From a scripting perspective, what you may have been stuck on is the ".pattern" attribute of canvas widgets, which controls the pattern or color used for subsequent drawing operations.
As described in All About Color, Decker represents various solid colors and textured fills with pattern indices. Here's how the default palette and patterns look:

Given a canvas named "c", we can open the Listener and interactively issue some drawing operations:
c.pattern:35 c.rect[10,10 30,20]

(Remember: Shift+Enter evaluates a code snippet)
To draw colored text on a colored background, set the pattern, then fill the canvas, then set the pattern again, and finally draw the text:
c.pattern:33 c.rect[0,0 c.size] c.pattern:35 c.text["Some words" 10,10]
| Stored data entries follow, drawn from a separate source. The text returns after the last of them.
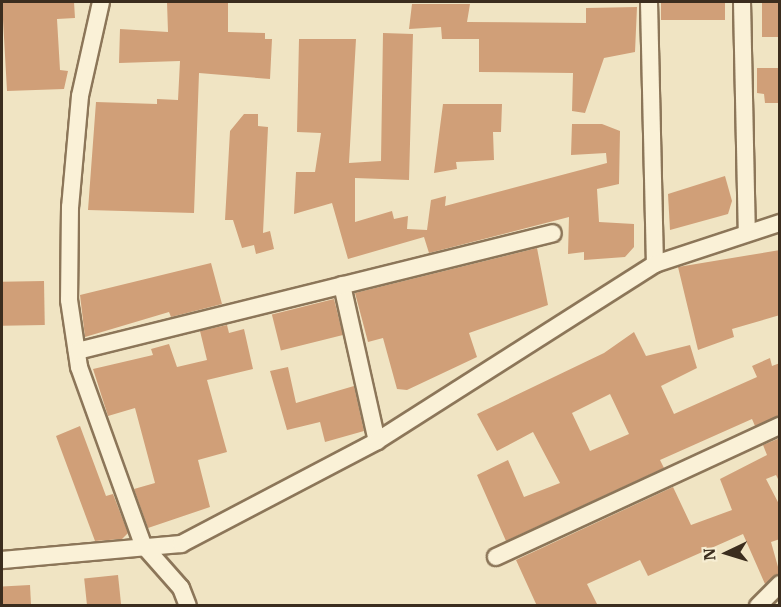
<!DOCTYPE html>
<html>
<head>
<meta charset="utf-8">
<style>
	body { margin:0 }
	#map { position:relative; width:781px; height:607px; overflow:hidden; background:#f0e4c3; font-family:"IBM Plex Serif",serif }
	div>[style] { position:absolute }
	.building>* { inset:0; background:#d09f78; transform-origin:0 0 }
	.roads { filter:drop-shadow(2px 0 #8c7659) drop-shadow(-2px 0 #8c7659) drop-shadow(0 2px #8c7659) drop-shadow(0 -2px #8c7659) }
	.street>* { height:16px; margin:-8px; padding:0 8px; transform-origin:8px; border-radius:8px; background:#faf1d7 }
	span { translate:-50% -50%; white-space:nowrap; text-align:center; line-height:1.15; -webkit-text-stroke:5px #f7eed3; paint-order:stroke }
	.frame { position:absolute; inset:0; border:3px solid #3b2d1e; pointer-events:none }
	.north { position:absolute; left:697px; top:523px; width:60px; height:60px; -webkit-text-stroke:4px #f7eed3; paint-order:stroke; rotate:266deg; font-size:16px; font-weight:700; line-height:24px; text-align:center; color:#3b2d1e }
	.north::after { content:''; display:block; margin:auto; width:21px; height:27px; background:#3b2d1e; clip-path:polygon(50% 0,100% 100%,50% 72%,0 100%) }
</style>
</head>
<body>
<div id="map">
	<div class="building">
		<i style="clip-path:polygon(2px 2px,74px 2px,75px 18px,57px 19px,60px 70px,68px 71px,64px 89px,7px 91px)"></i>
		<i style="clip-path:polygon(167px 2px,228px 2px,228px 32px,265px 33px,265px 39px,272px 39px,270px 79px,199px 73px,194px 213px,88px 210px,96px 102px,157px 104px,157px 99px,178px 100px,180px 61px,119px 63px,120px 29px,168px 32px)"></i>
		<i style="left:661px;top:2px;width:64px;height:18px"></i>
		<i style="left:762px;top:2px;width:18px;height:35px"></i>
		<i style="clip-path:polygon(412px 4px,470px 4px,467px 22px,586px 23px,586px 8px,637px 7px,635px 52px,604px 58px,585px 113px,572px 111px,573px 73px,479px 72px,479px 39px,442px 39px,441px 27px,409px 29px)"></i>
		<i style="clip-path:polygon(383px 33px,413px 34px,409px 180px,355px 178px,355px 222px,392px 211px,394px 219px,408px 216px,407px 229px,427px 230px,431px 200px,446px 196px,445px 206px,607px 163px,606px 153px,571px 155px,572px 124px,602px 124px,620px 131px,619px 184px,597px 189px,599px 222px,634px 224px,634px 247px,625px 257px,584px 260px,584px 252px,568px 254px,569px 217px,429px 253px,424px 237px,348px 259px,332px 203px,294px 214px,296px 172px,315px 172px,321px 133px,297px 132px,299px 39px,356px 39px,349px 163px,381px 161px)"></i>
		<i style="clip-path:polygon(757px 68px,780px 68px,780px 103px,765px 103px,764px 94px,757px 93px)"></i>
		<i style="clip-path:polygon(443px 104px,502px 104px,501px 132px,493px 132px,494px 160px,456px 162px,457px 169px,434px 173px)"></i>
		<i style="clip-path:polygon(244px 114px,258px 114px,258px 126px,268px 127px,263px 233px,270px 231px,274px 249px,256px 254px,254px 245px,242px 248px,233px 220px,225px 220px,230px 131px)"></i>
		<i style="clip-path:polygon(725px 176px,732px 201px,728px 214px,670px 230px,668px 194px)"></i>
		<i style="clip-path:polygon(537px 248px,548px 305px,469px 333px,477px 357px,407px 390px,397px 389px,383px 338px,368px 342px,355px 293px)"></i>
		<i style="clip-path:polygon(780px 250px,780px 315px,732px 329px,734px 337px,698px 350px,678px 267px)"></i>
		<i style="clip-path:polygon(211px 263px,222px 304px,171px 317px,169px 312px,85px 337px,80px 295px)"></i>
		<i style="left:44px;top:281px;width:44px;height:42px;rotate:89deg"></i>
		<i style="left:334px;top:299px;width:37px;height:64px;rotate:76deg"></i>
		<i style="clip-path:polygon(227px 325px,229px 333px,244px 329px,253px 369px,207px 380px,227px 452px,198px 460px,210px 507px,148px 528px,134px 489px,155px 483px,135px 408px,108px 416px,93px 369px,153px 355px,151px 349px,169px 344px,177px 367px,207px 360px,200px 331px)"></i>
		<i style="clip-path:polygon(evenodd,634px 332px,646px 356px,690px 345px,697px 368px,661px 386px,674px 414px,757px 377px,752px 366px,770px 358px,772px 366px,780px 363px,780px 416px,755px 426px,752px 419px,660px 460px,664px 468px,506px 541px,477px 475px,508px 460px,524px 497px,560px 483px,533px 432px,497px 451px,477px 414px,604px 353px,634px 332px,610px 394px,629px 434px,590px 451px,572px 413px,610px 394px)"></i>
		<i style="clip-path:polygon(288px 367px,296px 403px,354px 386px,364px 431px,325px 442px,320px 422px,287px 430px,270px 371px)"></i>
		<i style="clip-path:polygon(80px 426px,106px 496px,113px 494px,128px 533px,122px 539px,95px 541px,56px 436px)"></i>
		<i style="clip-path:polygon(780px 438px,780px 483px,776px 475px,766px 479px,780px 506px,780px 539px,771px 542px,780px 574px,765px 584px,743px 534px,648px 576px,640px 560px,587px 584px,598px 606px,537px 606px,516px 560px,673px 487px,691px 525px,732px 510px,720px 479px,767px 455px,763px 445px)"></i>
		<i style="left:118px;top:575px;width:31px;height:34px;rotate:84deg"></i>
		<i style="left:30px;top:585px;width:21px;height:28px;rotate:87deg"></i>
	</div>
	<div class="roads">
		<div class="street">
			<i style="left:101px;top:2px;width:96px;rotate:102.6deg"></i>
			<i style="left:80px;top:96px;width:111px;rotate:95.1deg"></i>
			<i style="left:70px;top:207px;width:93px;rotate:90.6deg"></i>
			<i style="left:69px;top:300px;width:68px;rotate:81.5deg"></i>
			<i style="left:79px;top:367px;width:189px;rotate:70.2deg"></i>
			<i style="left:143px;top:545px;width:57px;rotate:48.5deg"></i>
			<i style="left:181px;top:588px;width:19px;rotate:69deg"></i>
			<i style="left:649px;top:2px;width:262px;rotate:88.7deg"></i>
			<i style="left:742px;top:2px;width:230px;rotate:88.8deg"></i>
			<i style="left:342px;top:285px;width:160px;rotate:77.4deg"></i>
			<i style="left:77px;top:351px;width:490px;rotate:-13.9deg"></i>
			<i style="left:496px;top:557px;width:313px;rotate:-24.8deg"></i>
			<i style="left:2px;top:560px;width:180px;rotate:-5.1deg"></i>
			<i style="left:181px;top:544px;width:221px;rotate:-27.7deg"></i>
			<i style="left:377px;top:441px;width:330px;rotate:-32.5deg"></i>
			<i style="left:655px;top:264px;width:132px;rotate:-18.2deg"></i>
			<i style="left:758px;top:606px;width:31px;rotate:-45deg"></i>
		</div>
	</div>
	<div class="frame"></div>
	<div class="north">N</div>
</div>
</body>
</html>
The Canvas Interface section of the Decker reference manual briefly describes all the drawing operations that are available. As a convenience, there is a constantdictionary named "colors" which maps logical names to each of the solid color pattern indices; if you haven't customized your palette you can use these to make your code a little easier to read:
c.pattern:colors.yellow c.rect[0,0 c.size] c.pattern:colors.red c.text["Some words" 10,10]
Text layout can get a bit complicated. If you specify an (x,y,width,height) rectangle as the second argument to canvas.text[], Decker will apply word-wrap within that rectangle, and the third argument can indicate an "anchor" for text alignment within thatbox:
rpos:10,10 rsize:70,30 c.pattern:colors.yellow c.rect[0,0 c.size] c.pattern:colors.red c.box[rpos rsize] c.text["Longer text which will need to wrap" rpos,rsize "center"]

There's some additional information about measuring text in All About Fonts.
Does any of that help? Any questions?